Case in point: I met my wife on Match.com. That way, I could make an intelligent decision after reading her detailed, extremely accurate profile. She could likewise read my profile (some of which was true) and (fortunately) decide to ping me. For those in the millennial generation and younger, a random meeting in a bar or a blind date scenario seems antithetical to their technology-first approach.
All of which brings us to ... healthcare. It's not hard to predict that the least-talked-about aspect of the disruption caused by younger generations will involve transparency and technology.
What millennials want
Millennials won't tolerate a healthcare system untouched by the consumer revolution that has impacted every other aspect of their lives. At a time when they can do all their holiday shopping online while streaming "Game of Thrones," the concept of waiting on the phone to listen to 11 options to get an appointment at a medical office, where they might wait an hour to see a caregiver, seems as retro as staying home so they won't miss their favorite shows on TV.
It's no surprise that these expectations are changing the choices millennials make in healthcare. In a recent survey of patients under 40 done by Jefferson Health, we found that:
- 92 percent expect to have full two-way electronic communication with their providers
- 83 percent expect to be able to access all their patient information online, as they do their bank accounts
- 78 percent expect to have total access to family members' inpatient charts and be able to participate in rounds virtually
- 71 percent expect providers to have online scheduling and offer them the ability to compare rates by 2018, and
- 65 percent expect to discuss health-related topics and compare providers via social media.
Clearly many of us in healthcare have a lot of work to do to meet the expectations of the millennial patients already in our waiting rooms.
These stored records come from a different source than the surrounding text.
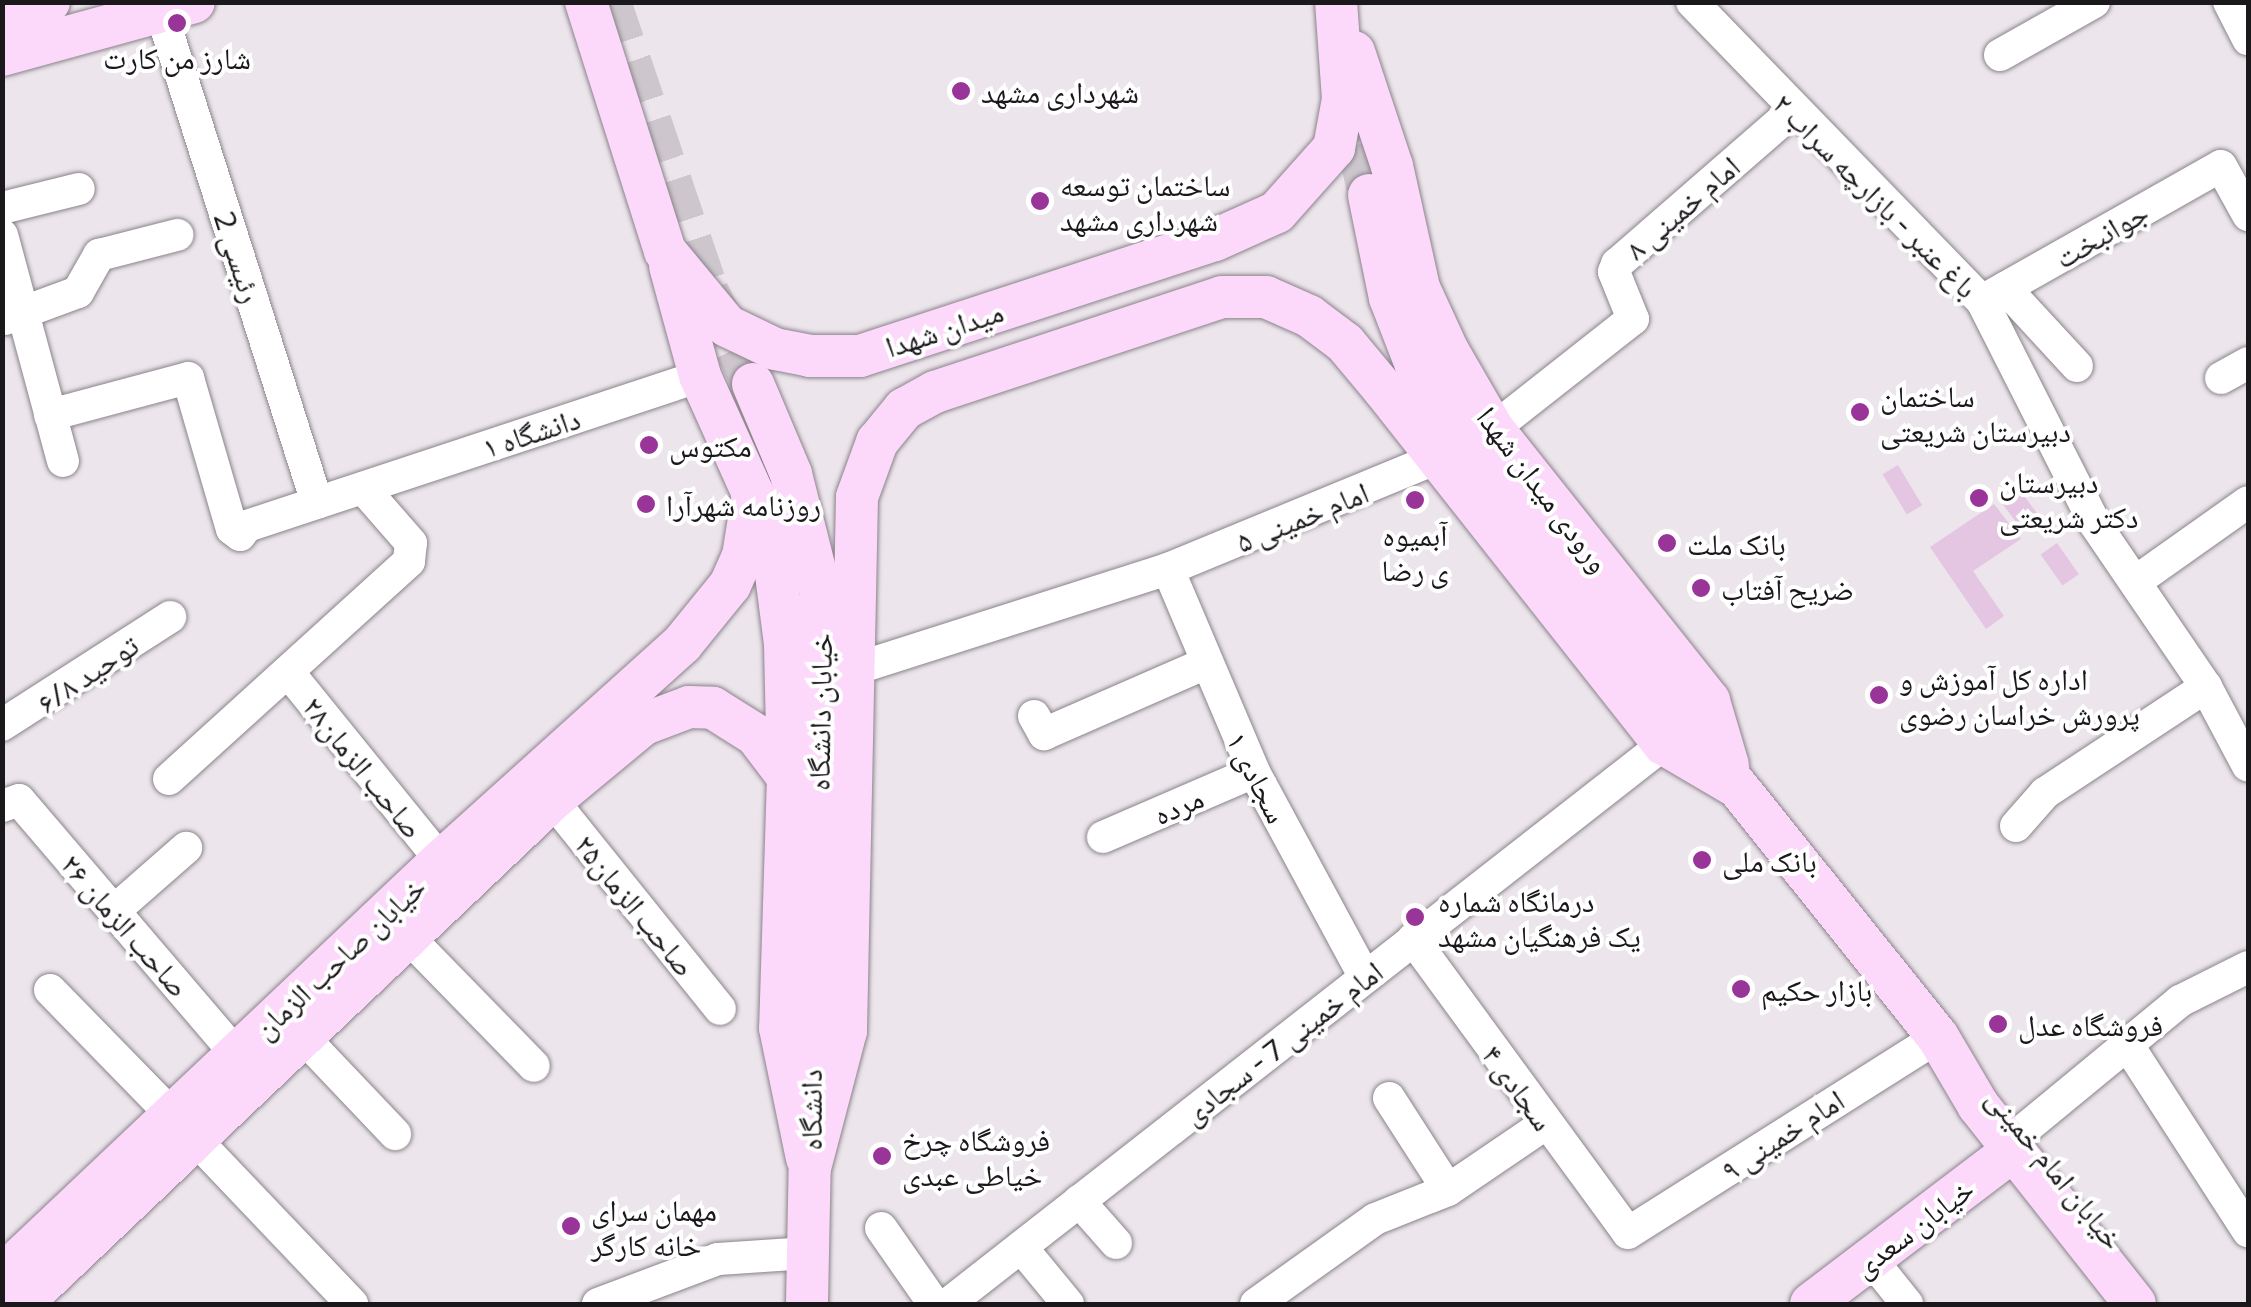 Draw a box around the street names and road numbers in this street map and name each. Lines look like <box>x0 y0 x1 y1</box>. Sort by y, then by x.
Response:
street label: باغ عنبر - بازارچه سراب ۲ <box>1766 85 1986 305</box>
street label: امام خمینی ۸ <box>1617 148 1747 266</box>
street label: جوانبخت <box>2048 193 2154 275</box>
street label: رئیسی 2 <box>207 207 271 307</box>
street label: میدان شهدا <box>881 292 1007 364</box>
street label: دانشگاه ۱ <box>478 399 584 465</box>
street label: ورودی میدان شهدا <box>1470 399 1618 579</box>
street label: امام خمینی ۵ <box>1231 473 1373 559</box>
street label: توحید ۶/۸ <box>29 626 145 720</box>
street label: خیابان دانشگاه <box>800 633 838 791</box>
street label: صاحب الزمان۲۸ <box>296 689 432 845</box>
street label: سجادی ۱ <box>1220 725 1296 829</box>
street label: مرده <box>1148 779 1208 831</box>
street label: صاحب الزمان۲۵ <box>568 827 704 983</box>
street label: صاحب الزمان ۲۶ <box>54 846 198 1004</box>
street label: خیابان صاحب الزمان <box>246 868 432 1046</box>
street label: امام خمینی 7 - سجادی <box>1175 953 1389 1131</box>
street label: سجادی ۴ <box>1476 1037 1562 1137</box>
street label: دانشگاه <box>792 1069 828 1151</box>
street label: خیابان امام خمینی <box>1980 1080 2132 1256</box>
street label: امام خمینی ۹ <box>1714 1081 1850 1187</box>
street label: خیابان سعدی <box>1846 1170 1980 1284</box>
Meeting millennial expectations
At Jefferson Health, we have taken the position that healthcare will, like everything else, be digital. So we are going all in as we watch a once-in-a-lifetime event as healthcare goes from a business-to-business model to a business-to-consumer model and as we move from hospital companies to consumer health entities.
To that end, we have recruited and organized a team of millennials, led by an SVP and a chief digital officer, that reports directly to me. This Digital Innovation and Consumer Experience (DICE) group acts as a startup company within a two-century-old academic medical center. The DICE group comprises designers, creative application developers, and learning and solution analysts who design, develop, deliver, and support consumer-focused, value-driven digital solutions in concert with Jefferson staff, students, patients, and partners.
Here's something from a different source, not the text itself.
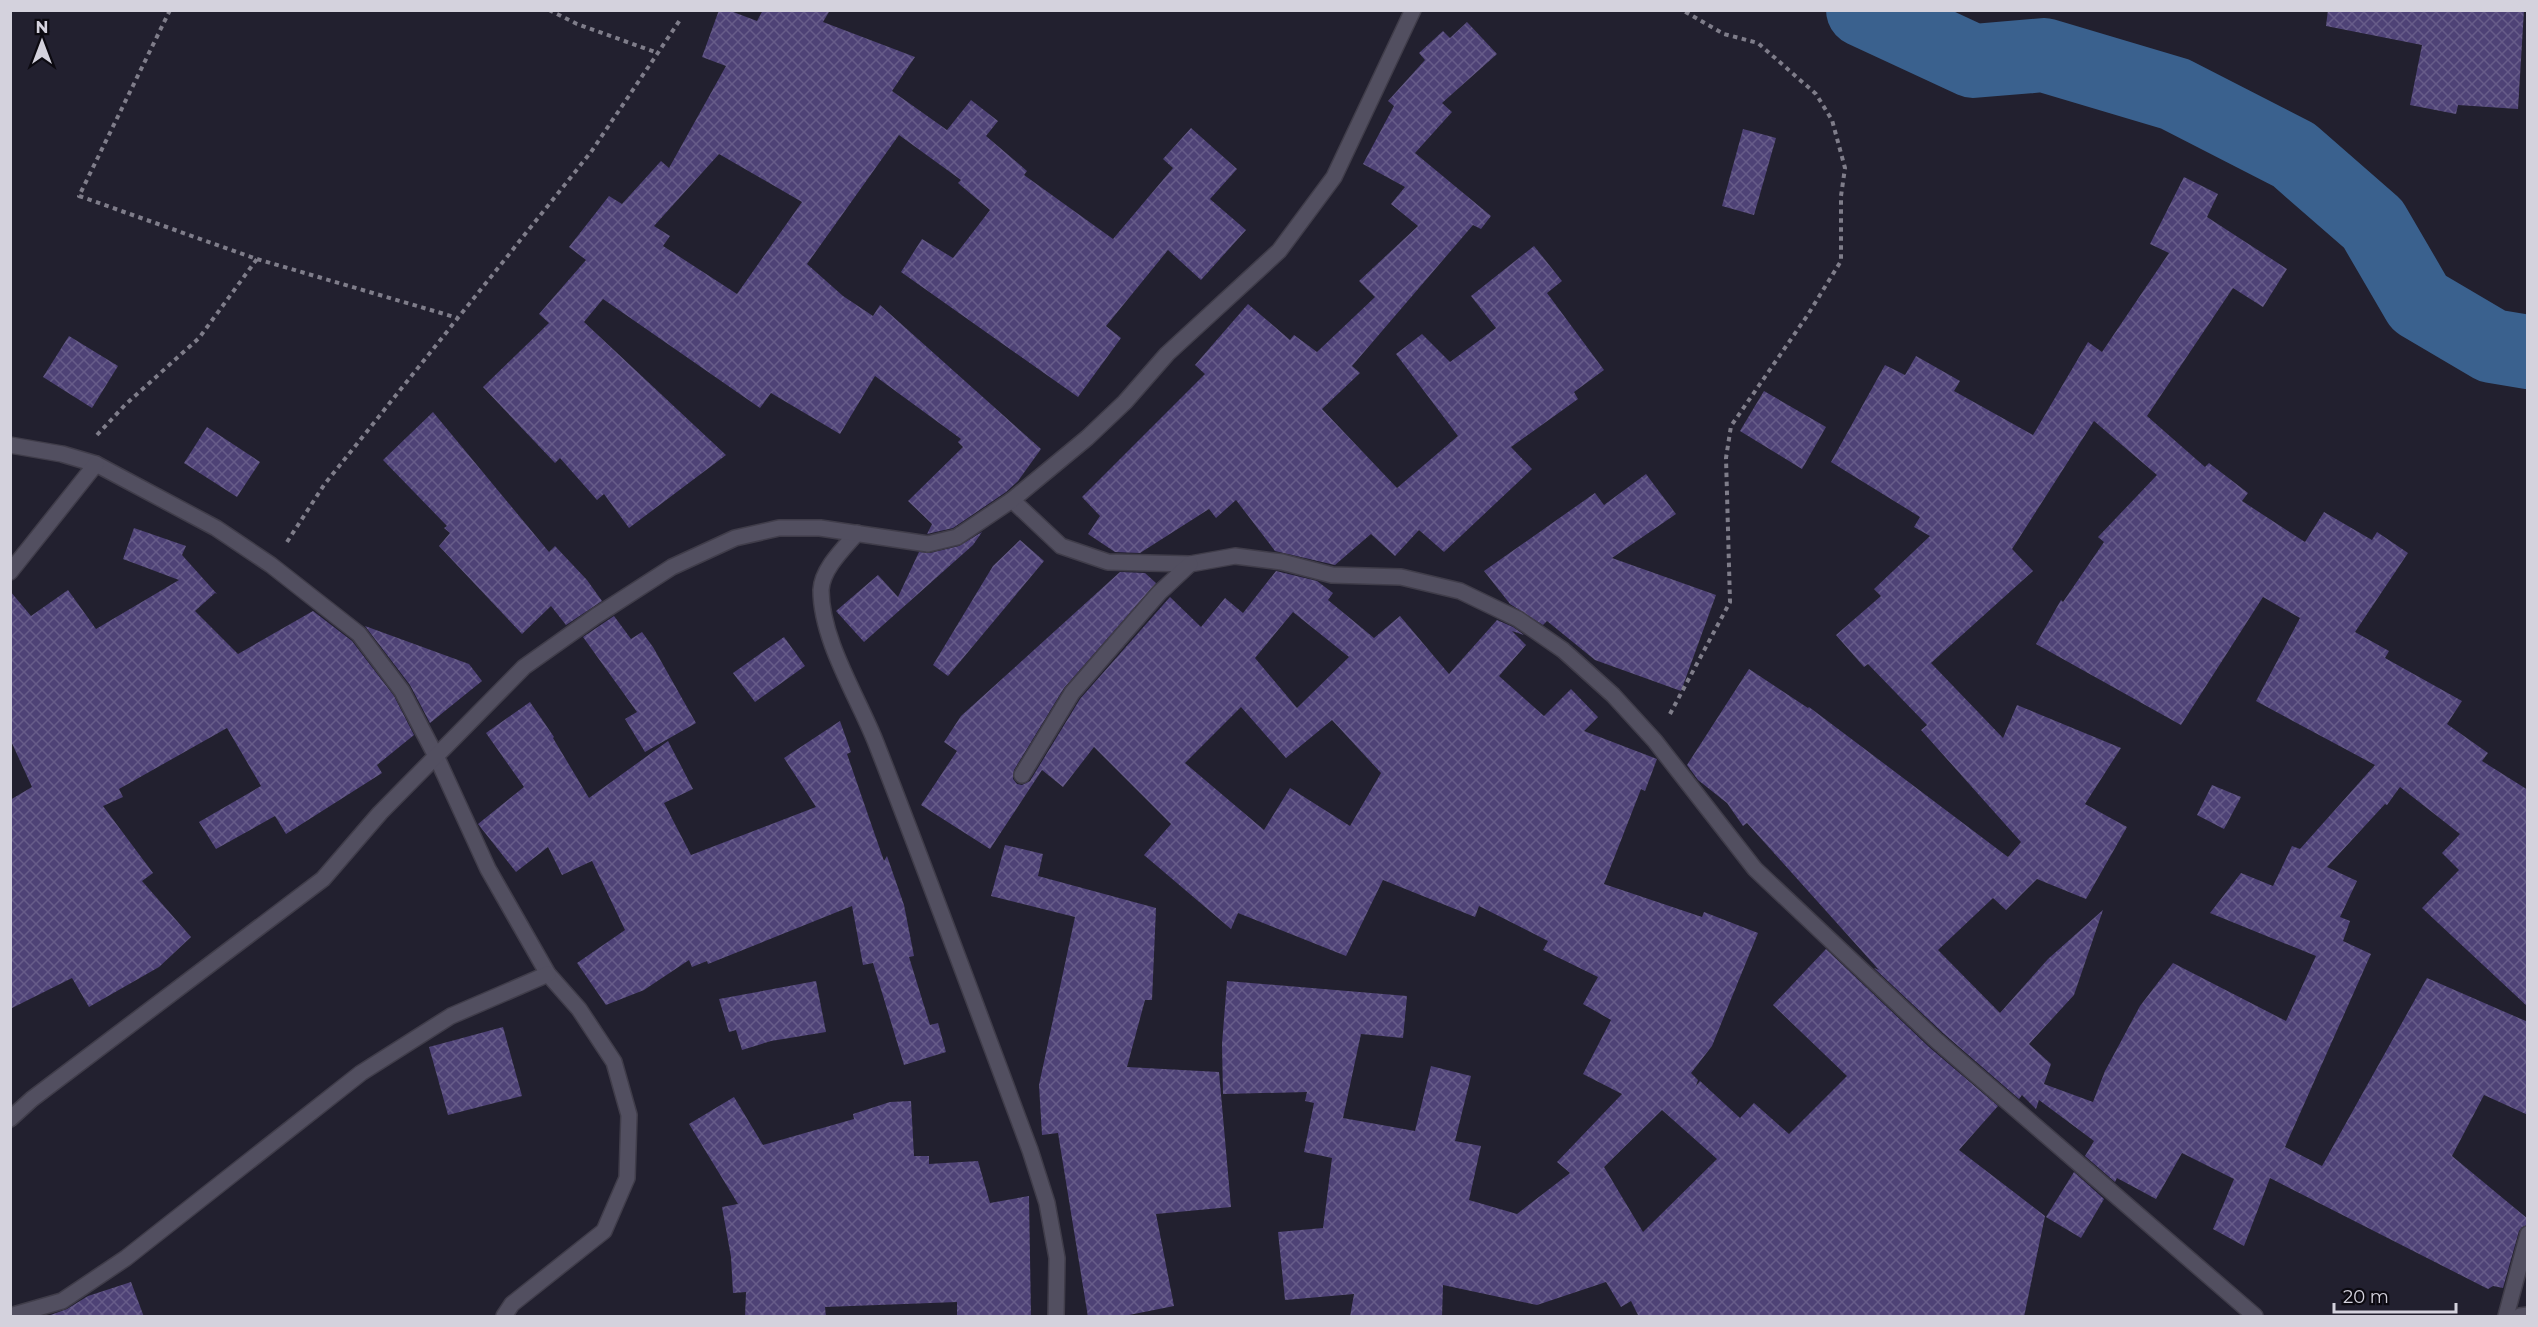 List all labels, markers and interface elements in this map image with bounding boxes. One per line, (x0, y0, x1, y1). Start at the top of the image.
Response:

All of this is in response to a new reality: Many people under 40 have almost never had to go to a bank; they assume they can do their banking at home or on the run. Just as consumers don't talk about telebanking anymore, the millennial generation is not focused on whether or not you have a telehealth program; they simply expect total convenience and transparency in their interactions with your organization.
Healthcare needs to move quickly to meet these patient demands as more and more patients expect to consume their healthcare in the flexible manner in which they deal with everything else in their lives.
As healthcare organizations, we need to define ourselves based on our care and caring rather than our location; we need to develop new definitions of patient satisfaction; and we need to pivot to being customer-focused, as more of the dollars in healthcare consumption come from the patients themselves. All of that creates a buyer's market where convenience will be a differentiator.
Finding physicians the Match.com way
For us as physicians, perhaps the biggest change will be the need for transparency. Today, a person under 40 would never consider choosing a hotel without checking on Trip Advisor or Yelp. It is naïve for us to think that millennials will choose their doctors or hospital without that same level of transparency.
As an obstetrician, when a patient became pregnant, it used to be that her family doctor would “send her" to me. Most of the time, the patients took those referrals at face value, assuming that I must be the best.
Now, younger patients are demanding the equivalent of Match.com to find obstetricians or midwives – and technology companies are offering apps to do this. Gone are the baby boomer days when patients would simply accept a doctor referral. Instead they expect to be able to present their profile, express their needs, and have the opportunity to “match" with the best provider.
It is indeed a new world, and those health systems and doctors that view transparency and consumer technologies as futuristic roads too far will start to feel the pain. In 2003, I allowed technology to help me find a life match and start an optimistic personal future. In 2017, as the CEO of a U.S. News & World Report Top 20 health system, I am counting on technology and consumerism to differentiate Jefferson and lead us to an optimistic financial and strategic future.
Stephen K. Klasko, M.D., MBA, is president and CEO of Thomas Jefferson University and Jefferson Health.